Marketing leaders know that data and analytics will be central to their digital transformation, and they've dedicated themselves to understanding all kinds of applications to gain deeper insights into customers—from CRM, to social listening, to Web metrics. But to succeed in the future, CMOs are going to have to expand their expertise beyond those marketing tools to truly understand and leverage Big Data and analytics. To keep their organizations—and themselves—competitive, they'll need to understand the entire infrastructure that supports, processes and protects customer data through that software.

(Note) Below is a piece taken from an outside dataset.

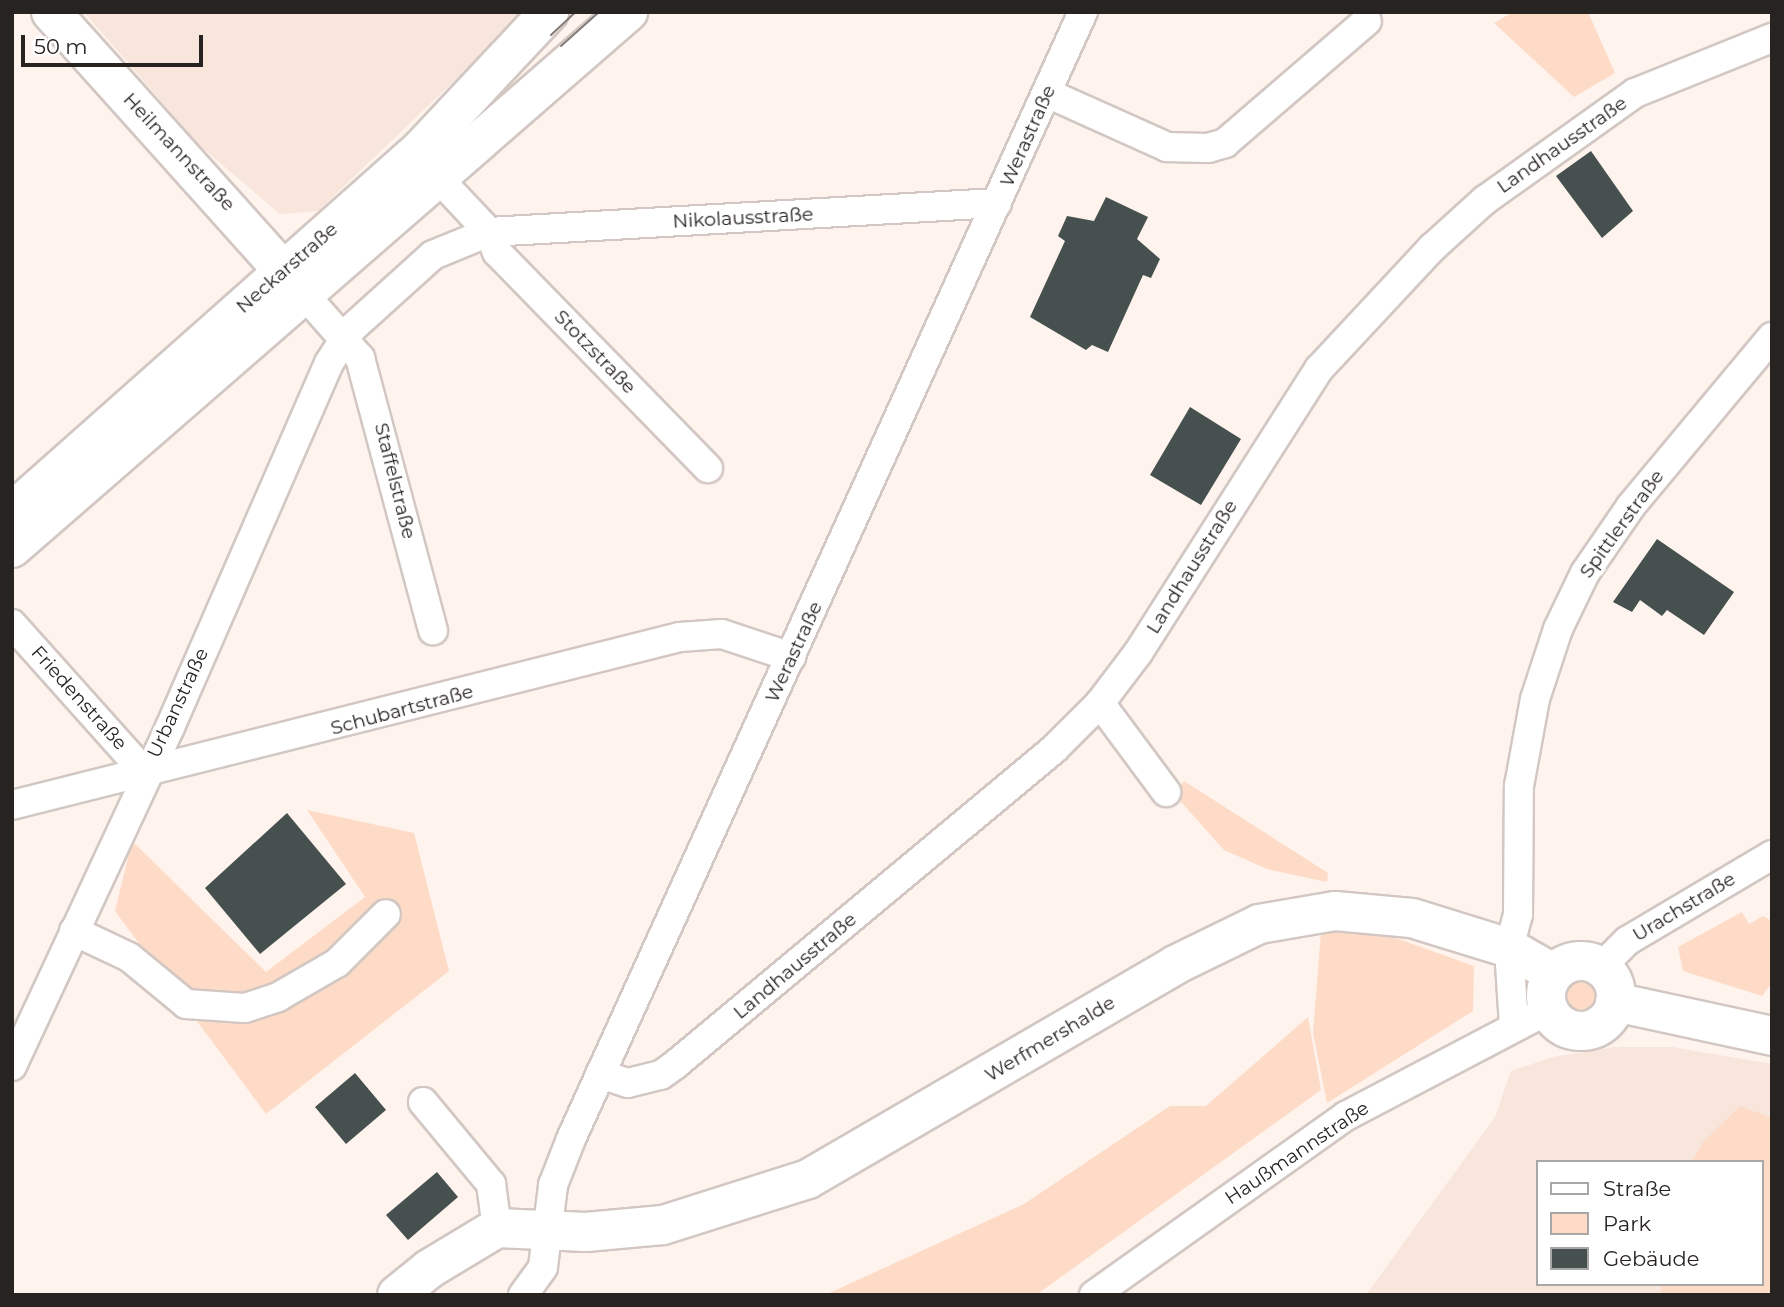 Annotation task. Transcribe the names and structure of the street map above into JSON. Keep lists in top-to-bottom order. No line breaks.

Why? Because the amount of data that marketers use now, though it has grown dramatically, is only a fraction of what we will use in the near future. CMOs are responsible for knowing everything, not just about the buyer but also about his or her experience, and for driving product and process innovation accordingly. Drawing a more complete picture of that customer will mean piecing together every bit of information possible—using, for example, granular transactional data in retail settings, security and fraud data in banking and even real-time genomic data in critical health-care situations.
Increasingly, data will come from the Internet of Things—Gartner estimates there will be 20.8 billion connected "things" worldwide by 2020, up from 6.4 billion this year—and from an ever-growing amount of unstructured data (think videos, images, GPS streams and any other data that are undefined).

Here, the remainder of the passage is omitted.